Exercise: Leave out the pictures, then output the lines of the records below from the first through the one containing "position:absolute; left:1436px; top:2189px;".
(Records begins)
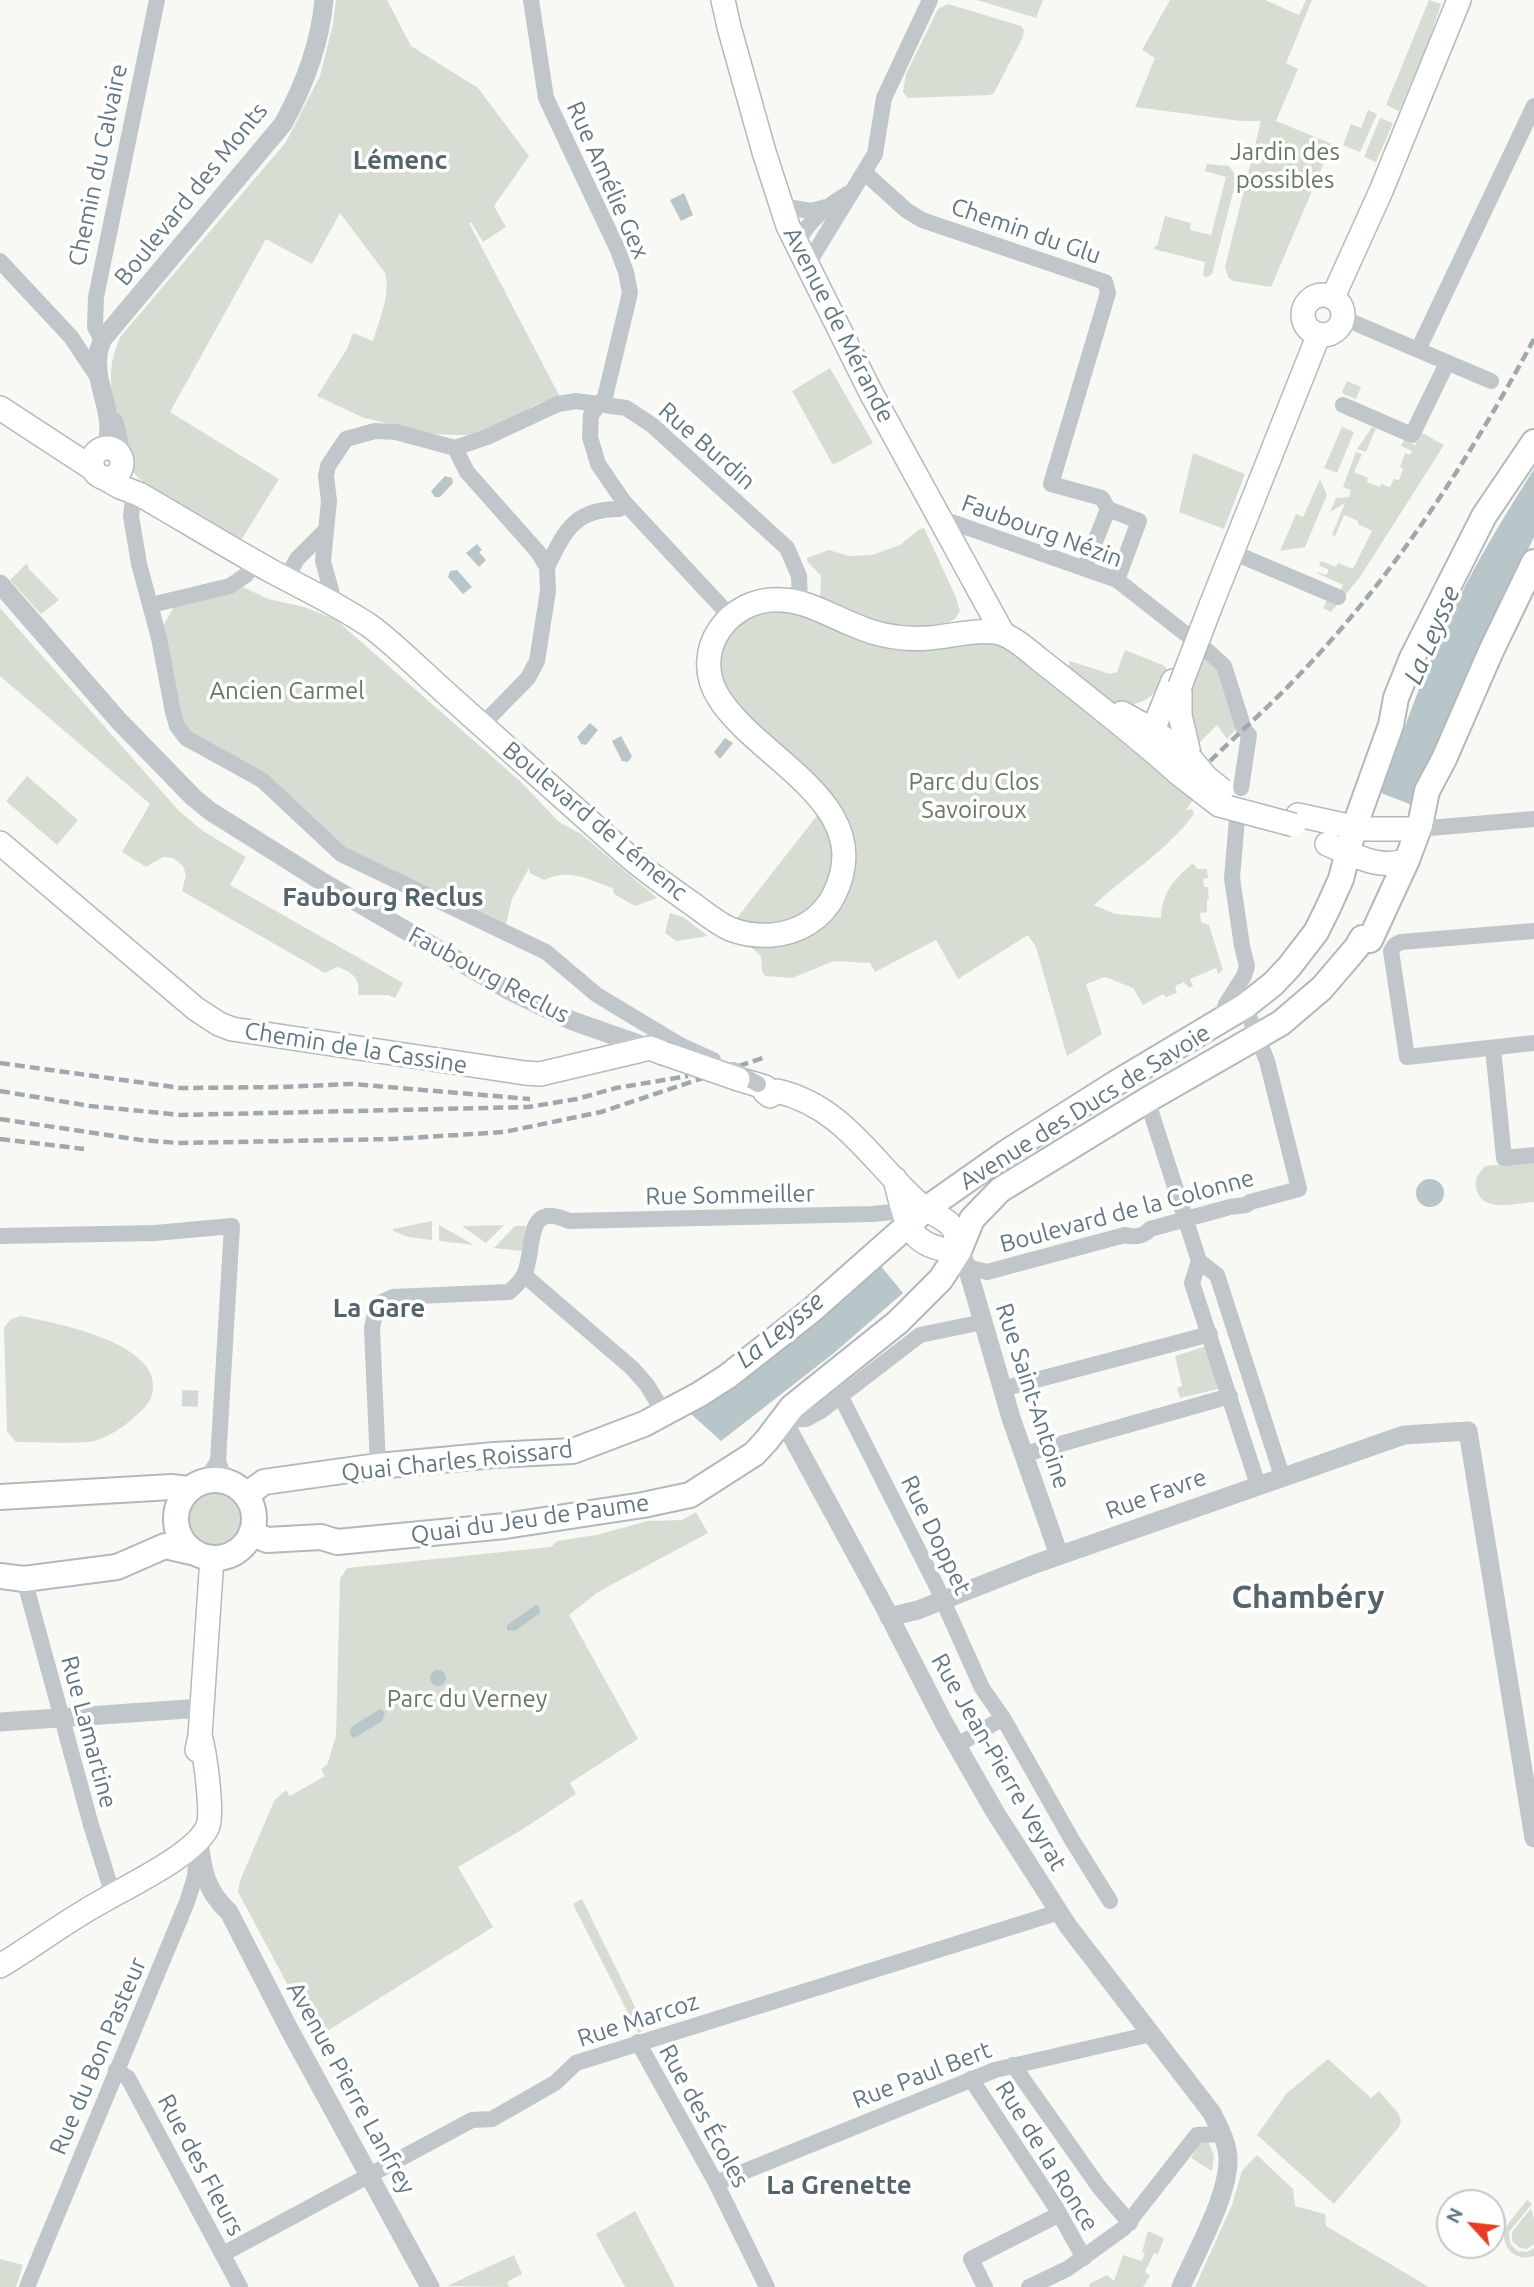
<!DOCTYPE html>
<html>
<head>
<meta charset="utf-8">
<style>
	body { margin:0 }
	#map { position:relative; width:1534px; height:2287px; overflow:hidden; background:#f8f8f5; font-family:Ubuntu,sans-serif }
	canvas { display:block }
	.north { position:absolute; left:1436px; top:2189px; width:70px; height:70px; box-sizing:border-box; background:#fff; border:2px solid #c0c9cd; border-radius:50%; rotate:297deg; font-size:19px; font-weight:700; line-height:28px; text-align:center; color:#627781 }
	.north::after { content:''; display:block; margin:auto; width:24px; height:32px; background:#e63d27; clip-path:polygon(50% 0,100% 100%,50% 72%,0 100%) }
</style>
</head>
<body>
<div id="map">
<canvas width="1534" height="2287"></canvas>
<div class="north">N</div>
</div>
<script>
const c = document.querySelector('canvas').getContext('2d');
c.lineJoin = 'round';
function fill(path, color) { c.fillStyle = color; c.fill(path, 'evenodd'); }
function stroke(path, color, width, dash) { c.strokeStyle = color; c.lineWidth = width; c.lineCap = dash ? 'butt' : 'round'; c.setLineDash(dash || []); c.stroke(path); }
function write(font, color, halo, rows, align = 'center') {
  c.font = font + ' Ubuntu,sans-serif'; c.lineWidth = 7; c.setLineDash([]); c.textBaseline = 'middle'; c.strokeStyle = halo; c.fillStyle = color; for (const [text, x, y, turn = 0] of rows) {
    c.save(); c.translate(x, y); c.rotate((+turn || 0) * Math.PI / 180); c.textAlign = isNaN(turn) ? turn : align; if (halo) c.strokeText(text, 0, 0); c.fillText(text, 0, 0); c.restore();
  }
}
const green = new Path2D(`
	M336 0H387L411 46 478 88 529 156 494 206 506 227 483 242 471 222 469 223 560 397 537 404 489 430 472 435H455L434 434 364 418 317 396 347 349 353 333 373 341C379 320 391 295 385 273L340 213 312 264 266 239 170 412 279 479 240 542 145 483C141 480 136 476 133 472 123 456 111 402 111 383 110 366 114 350 121 336L286 142 320 76 333 24Z
	M977 0H1043L1036 18Z
	M1170 0H1265L1299 15 1306 0H1312L1286 63 1298 69 1276 121 1332 144 1271 287 1233 281 1228 277 1225 267 1261 121H1241L1135 107 1155 58 1142 50Z
	M1429 0 1441 4 1430 38 1399 111 1386 105Z
	M948 4 1021 26 1024 30 1023 37 994 93 990 95 908 98 903 92 906 74 938 9Z
	M1368 110 1377 114 1360 152 1343 145 1351 124 1361 128Z
	M1380 118 1393 123 1376 162 1364 157Z
	M1207 164 1229 166 1234 173 1236 181 1212 274 1207 277 1203 276 1205 262 1154 249 1155 246H1157L1165 216 1191 223 1190 230 1211 235 1226 177 1205 171Z
	M830 368 873 443 833 465 792 391Z
	M1347 381 1361 387 1356 399 1345 395 1342 392Z
	M1342 427 1354 432 1337 473 1324 468Z
	M1372 427 1376 428 1366 452 1357 449Z
	M1422 433 1444 445 1360 577 1331 612 1323 608 1330 593 1338 596 1343 585 1317 573 1318 572 1326 575 1329 570 1319 565 1321 561 1336 567 1338 563 1353 569 1372 531 1358 524V521L1344 515 1335 536 1332 535 1345 503 1330 512 1336 498 1349 497 1351 490 1343 487 1356 452 1362 454 1354 472 1368 478 1367 482 1380 487 1381 484 1390 487 1394 479 1399 480 1403 469 1400 467 1405 453 1410 455 1412 451 1401 446 1404 440 1415 445Z
	M1193 453 1245 474 1224 529 1179 512Z
	M1320 479 1327 495 1305 547 1280 551 1296 514 1303 517Z
	M924 528 955 595 960 611 955 619 939 628 887 631 820 600 821 576 807 561V558L829 550 849 556 872 555 900 545 920 529Z
	M27 563 29 569 59 600 41 614 10 580Z
	M243 587 268 599 304 607 335 619 521 782 559 822 581 834 657 898 635 906 614 894 613 888C586 879 571 868 544 880L530 873 529 868 512 899 506 924 340 847 185 728 165 648 163 626 175 605Z
	M754 603 867 631 1002 632 1199 791 1186 810 1192 809 1194 814C1167 851 1126 875 1094 905L1115 914 1161 918C1161 894 1175 878 1193 863L1197 869H1207L1208 878 1203 879 1204 887H1208L1209 900H1207V912L1200 913 1201 922 1209 925 1223 970 1218 974 1216 968 1190 979 1193 986 1189 988 1184 982 1175 986 1177 993 1166 997 1163 994 1143 1005 1133 988 1105 977 1086 984 1102 1034 1067 1056 1036 947 1028 935 958 979 936 940 875 972 870 963 834 961 792 978 765 976 762 971 761 956 731 929 737 918 826 804 717 694 723 624Z
	M0 608 179 811 203 831 246 857 230 885 403 983 395 998 388 995H358C361 979 352 971 337 967L325 973 182 891 186 875 183 866 173 858 163 857 146 867 122 852 150 804 0 676Z
	M1125 650 1165 666 1168 671C1161 696 1133 713 1107 702 1093 695 1079 682 1067 673L1070 661 1110 674 1117 672Z
	M1205 655 1221 671 1238 727 1227 739 1217 725 1199 743 1191 714V686Z
	M27 776 78 820 57 845 6 801Z
	M670 913 683 917 708 936 676 941 665 933Z
	M1534 1161V1202C1516 1203 1484 1213 1477 1191 1473 1181 1478 1174 1485 1166Z
	M432 1221V1240L408 1237 393 1231V1229Z
	M439 1225 474 1245 439 1241Z
	M504 1225 486 1243 462 1226Z
	M515 1226H526L522 1251 494 1248Z
	M20 1316C53 1322 157 1342 153 1388 152 1397 151 1400 145 1407 131 1421 116 1434 97 1440 83 1445 34 1442 16 1442L7 1431 4 1328 10 1320Z
	M1207 1346 1218 1389 1180 1398 1177 1388 1182 1386 1175 1356Z
	M185 1520a31 31 0 1 1 62 0a31 31 0 1 1-62 0Z
	M696 1512 708 1533 598 1592 569 1615 638 1739 570 1783 576 1794 523 1829 458 1867 493 1927 316 2038 238 1892 240 1881 274 1801 286 1790 290 1796 325 1776 321 1769 327 1765 336 1736 340 1579 347 1568 551 1547 557 1541 596 1535 648 1521 682 1520Z
	M582 1899 646 2029 638 2033 573 1904Z
	M1328 2059 1371 2098 1379 2091 1398 2113 1401 2120 1399 2127 1334 2204 1257 2135 1287 2093Z
	M1205 2133 1214 2156 1212 2171 1191 2158Z
	M1257 2155 1293 2189 1295 2206 1325 2214 1326 2226 1429 2287H1195L1232 2205 1242 2171Z
	M1527 2200 1532 2204 1509 2232 1510 2243 1517 2251 1527 2252 1534 2248V2256C1515 2262 1502 2248 1504 2229Z
	M1531 2208 1534 2219V2244L1527 2249 1520 2248 1512 2241V2232Z
	M635 2211 671 2279 675 2287H625L596 2234Z
	M1148 2231 1164 2238 1158 2254 1154 2253 1145 2272 1150 2276 1143 2287H1090L1089 2284 1107 2275 1114 2281 1123 2255 1142 2261 1145 2253 1142 2252Z
	M514 2255 522 2274 507 2282 509 2287 447 2286Z
	M0 2259 23 2265 16 2287H0Z`);
const water = new Path2D(`
	M684 193 693 215 681 221 670 200Z
	M1534 469V537L1464 683 1412 805 1381 793C1405 726 1428 659 1461 594 1483 551 1508 510 1534 469Z
	M445 476 452 478 453 483 440 497H435L431 491Z
	M477 544 482 550 479 552 486 560 479 567 466 553Z
	M457 570 472 587 463 594 448 577 450 571Z
	M590 723 598 730 586 745 581 744 577 737Z
	M621 736 632 756 628 762 622 761 612 741Z
	M725 738 733 743 720 759 714 752Z
	M1416 1193a14 14 0 1 1 28 0a14 14 0 1 1-28 0Z
	M880 1265 903 1293 834 1353 721 1441 691 1414 830 1312Z
	M536 1605 539 1606 540 1613 515 1631 507 1630V1625Z
	M430 1678a8 8 0 1 1 16 0a8 8 0 1 1-16 0Z
	M380 1709 385 1713 382 1721 356 1737 352 1738 350 1732 351 1727Z`);
const minorTunnel = new Path2D(`
	M182 1398 205 1399`);
const minor = new Path2D(`
	M531 0 546 98 617 248 626 272 630 293 605 397 591 415 590 437 598 464 624 502 730 616
	M865 173 906 210 922 220 1105 282 1108 293 1051 484 1102 498 1108 509 1139 521 1117 580
	M781 206 811 211 826 207
	M797 245C806 222 827 206 847 194
	M0 261 71 337 99 379
	M806 267 875 154 884 98 930 0
	M1343 318 1491 381
	M102 340 95 327 96 297 157 0
	M1418 350 1534 106
	M1343 405 1412 435 1447 363
	M455 448 467 472 538 552 547 567 548 591 537 661 528 678 482 725
	M139 494 132 507 131 516 139 564 159 638 173 712 177 726 186 738 262 780 341 854 546 952 597 995 680 1045
	M940 518 1117 580 1210 653 1224 666 1244 729 1249 735 1241 788
	M1232 552 1338 597
	M547 567C565 531 574 509 619 509L624 502
	M1085 567 1108 509
	M286 579 297 559 325 531
	M151 605 230 586 246 575 254 561
	M335 605 323 561 329 501 326 476 328 466 346 439 375 431 396 432 455 448 487 437 558 404 576 401 626 408 652 425 787 548 799 576 800 602
	M1418 829 1534 819
	M1534 931 1401 942 1395 945 1391 951 1407 1057 1534 1043
	M1220 1021 1226 1004 1244 976 1247 966 1242 946 1232 878 1237 819
	M1493 1048 1504 1158 1534 1155
	M1147 1100 1199 1261
	M0 1236 155 1233 232 1226 218 1461 225 1481
	M967 1267 987 1272 1125 1235C1135 1238 1144 1236 1150 1229L1230 1207 1246 1205 1250 1202 1299 1189 1267 1061 1245 1006
	M524 1275 632 1368 647 1385 664 1413
	M1002 1389 1210 1334
	M840 1395 936 1585 982 1688 1003 1718 1072 1840 1110 1901
	M783 1420 806 1419 821 1411 920 1335 983 1322
	M1025 1454 1230 1396
	M378 1466 372 1328 377 1304 393 1297 509 1292C515 1287 520 1282 524 1275 536 1250 523 1199 569 1221L872 1214 913 1210
	M206 1480 218 1461
	M1258 1485 1192 1283 1199 1261 1217 1275 1282 1476
	M24 1579 91 1825 113 1895
	M956 1746 1003 1718
	M638 2042 716 2183 767 2287
	M1013 2065 1099 2187 1130 2223
	M116 2070 128 2078 240 2287
	M971 2079 1055 2206 1084 2258
	M716 2183 995 2070 1151 2034
	M223 2254 472 2120 492 2119 555 2083 576 2063 1059 1912
	M27 2287 187 1902 195 1877 197 1854
	M985 2287 971 2259 1058 2215
	M1029 2287 1067 2269 1124 2228 1197 2135 1221 2134`);
const tertiary = new Path2D(`
	M114 422 118 438 120 455
	M105 448C118 417 94 387 98 356 98 350 101 345 102 340L283 124C304 86 320 45 324 0
	M0 584 119 721 194 798 210 811 326 884 510 991 570 1020 650 1048
	M959 1251 967 1267 1011 1418 1059 1555
	M783 1420 884 1606 944 1723 995 1812 1068 1926 1212 2113C1219 2128 1228 2143 1228 2160 1228 2197 1196 2252 1181 2287
	M889 1617 918 1610 1035 1564 1404 1435 1468 1431 1534 1838
	M0 1722 188 1709 200 1711
	M199 1840C202 1870 206 1891 229 1912L289 2029 430 2287`);
const secondary = new Path2D(`
	M723 0 729 27 764 152 788 226 870 391 1002 632
	M1303 315a20 20 0 1 1 40 0a20 20 0 1 1-40 0Z
	M1333 297 1381 191 1459 0
	M0 408 92 468
	M92 463a15 15 0 1 1 30 0a15 15 0 1 1-30 0Z
	M106 479 120 487 139 494C184 520 228 547 273 572 305 589 339 605 370 626 397 646 422 672 447 694 507 747 566 801 626 854 648 873 671 889 694 905 706 914 717 923 730 929 743 934 758 936 772 935 798 933 822 919 834 895 879 804 759 761 719 698 689 651 729 596 782 600 807 601 831 616 854 625 878 636 903 640 929 638 949 637 987 626 1005 635 1017 640 1029 651 1040 660 1087 697 1135 734 1179 774
	M1211 605 1319 334
	M1180 686V715L1190 758
	M1122 713 1153 730 1190 758
	M1151 743 1153 730 1173 681
	M1298 815 1362 829H1418
	M0 843 196 1009 219 1024 232 1029 525 1073 540 1074 650 1048 663 1053
	M1327 844C1352 854 1380 871 1407 860
	M738 1079 765 1087V1092L770 1096 777 1091C846 1107 874 1166 924 1208 933 1215 949 1219 954 1230 957 1236 958 1245 959 1251 907 1249 906 1221 895 1179
	M197 1750 200 1736 212 1558
	M0 1966C33 1946 65 1922 99 1903 126 1887 197 1854 208 1826 213 1812 205 1752 200 1736`);
const primary = new Path2D(`
	M176 1519a39 39 0 1 1 78 0a39 39 0 1 1-78 0Z
	M246 1495 264 1482 378 1466 494 1455 573 1451 644 1424 700 1394 728 1376 812 1310 926 1209 1007 1152 1116 1083 1245 1006 1273 984 1289 967 1316 932 1327 910 1341 879 1354 828 1391 725 1396 698 1412 658 1484 516 1534 442
	M0 1497 171 1487 189 1489
	M251 1533 267 1540 321 1537 337 1542 505 1526 643 1505 690 1495 754 1454 767 1440 792 1407 898 1322 941 1279 959 1251 972 1219 1000 1190 1147 1100 1281 1023 1322 988 1357 947 1362 938 1370 940 1407 860 1420 825 1427 791 1444 759 1491 651 1534 562
	M0 1576 24 1579 117 1567 165 1546 196 1553`);
const rail = new Path2D(`
	M1210 761C1240 732 1272 704 1301 673 1395 575 1470 458 1534 339
	M0 1063 181 1088 281 1087 352 1084 530 1099
	M0 1091 90 1106 180 1115 528 1107 577 1099 616 1088 688 1076
	M0 1119 141 1140 178 1143 393 1139 504 1132 601 1112 766 1057
	M0 1139 84 1149`);
const minorBridge = new Path2D(`
	M680 1045 713 1060
	M733 1070 758 1084`);
const secondaryBridge = new Path2D(`
	M1180 686 1211 605
	M1190 758 1206 777 1222 790
	M1179 774 1219 805 1294 825
	M663 1053 738 1079`);
const parkNames = [
	["Jardin des",1285,152],
	["possibles",1285,180],
	["Ancien Carmel",287,691],
	["Parc du Clos",974,782],
	["Savoiroux",974,810],
	["Parc du Verney",467,1699]
];
const streetNames = [
	["Chemin du Calvaire",98,165,-78],
	["Rue Amélie Gex",608,180,66],
	["Boulevard des Monts",191,194,-51],
	["Chemin du Glu",1026,231,19],
	["Avenue de Mérande",839,325,63],
	["Rue Burdin",707,446,41],
	["Faubourg Nézin",1042,531,20],
	["Boulevard de Lémenc",595,821,40],
	["Faubourg Reclus",489,975,28],
	["Chemin de la Cassine",356,1048,9],
	["Avenue des Ducs de Savoie",1085,1107,-32],
	["Rue Sommeiller",730,1195,-1],
	["Boulevard de la Colonne",1127,1211,-15],
	["Rue Saint-Antoine",1033,1396,72],
	["Quai Charles Roissard",457,1461,-6],
	["Rue Favre",1156,1494,-20],
	["Quai du Jeu de Paume",530,1519,-8],
	["Rue Doppet",936,1535,64],
	["Rue Lamartine",89,1732,75],
	["Rue Jean-Pierre Veyrat",999,1762,60],
	["Rue Marcoz",638,2020,-18],
	["Rue du Bon Pasteur",98,2056,-67],
	["Rue Paul Bert",922,2075,-21],
	["Avenue Pierre Lanfrey",351,2088,61],
	["Rue des Écoles",704,2116,61],
	["Rue de la Ronce",1047,2156,58],
	["Rue des Fleurs",201,2165,62]
];
const neighbourhoodNames = [
	["Lémenc",400,160],
	["Faubourg Reclus",383,897],
	["La Gare",379,1308],
	["La Grenette",839,2185]
];
const waterNames = [
	["La Leysse",1432,635,-67],
	["La Leysse",780,1330,-39]
];
const districtNames = [
	["Chambéry",1308,1597]
];
fill(green, '#d8ddd4');
fill(water, '#b8c6c9');
stroke(minorTunnel, '#d2d8d8', 16, [16, 8]);
stroke(secondary, '#b3babe', 26);
stroke(primary, '#b2b8bc', 28);
stroke(minor, '#c0c6c9', 16);
stroke(tertiary, '#c0c6c9', 19);
stroke(secondary, '#fff', 23);
stroke(primary, '#fff', 24);
stroke(rail, '#9fa9ad', 4.5, [10, 5]);
stroke(secondaryBridge, '#b3babe', 26, []);
stroke(minorBridge, '#c0c6c9', 16);
stroke(secondaryBridge, '#fff', 23);
write('24px', '#687861', '#fff', parkNames);
write('24px', '#627781', '#fff', streetNames);
write('bold 26px', '#54646b', '#fff', neighbourhoodNames);
write('italic 26px', '#5e767b', '#fff', waterNames);
write('bold 32px', '#54646b', '#fff', districtNames);
</script>
</body>
</html>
(Records ends)
Written reply:
<!DOCTYPE html>
<html>
<head>
<meta charset="utf-8">
<style>
	body { margin:0 }
	#map { position:relative; width:1534px; height:2287px; overflow:hidden; background:#f8f8f5; font-family:Ubuntu,sans-serif }
	canvas { display:block }
	.north { position:absolute; left:1436px; top:2189px; width:70px; height:70px; box-sizing:border-box; background:#fff; border:2px solid #c0c9cd; border-radius:50%; rotate:297deg; font-size:19px; font-weight:700; line-height:28px; text-align:center; color:#627781 }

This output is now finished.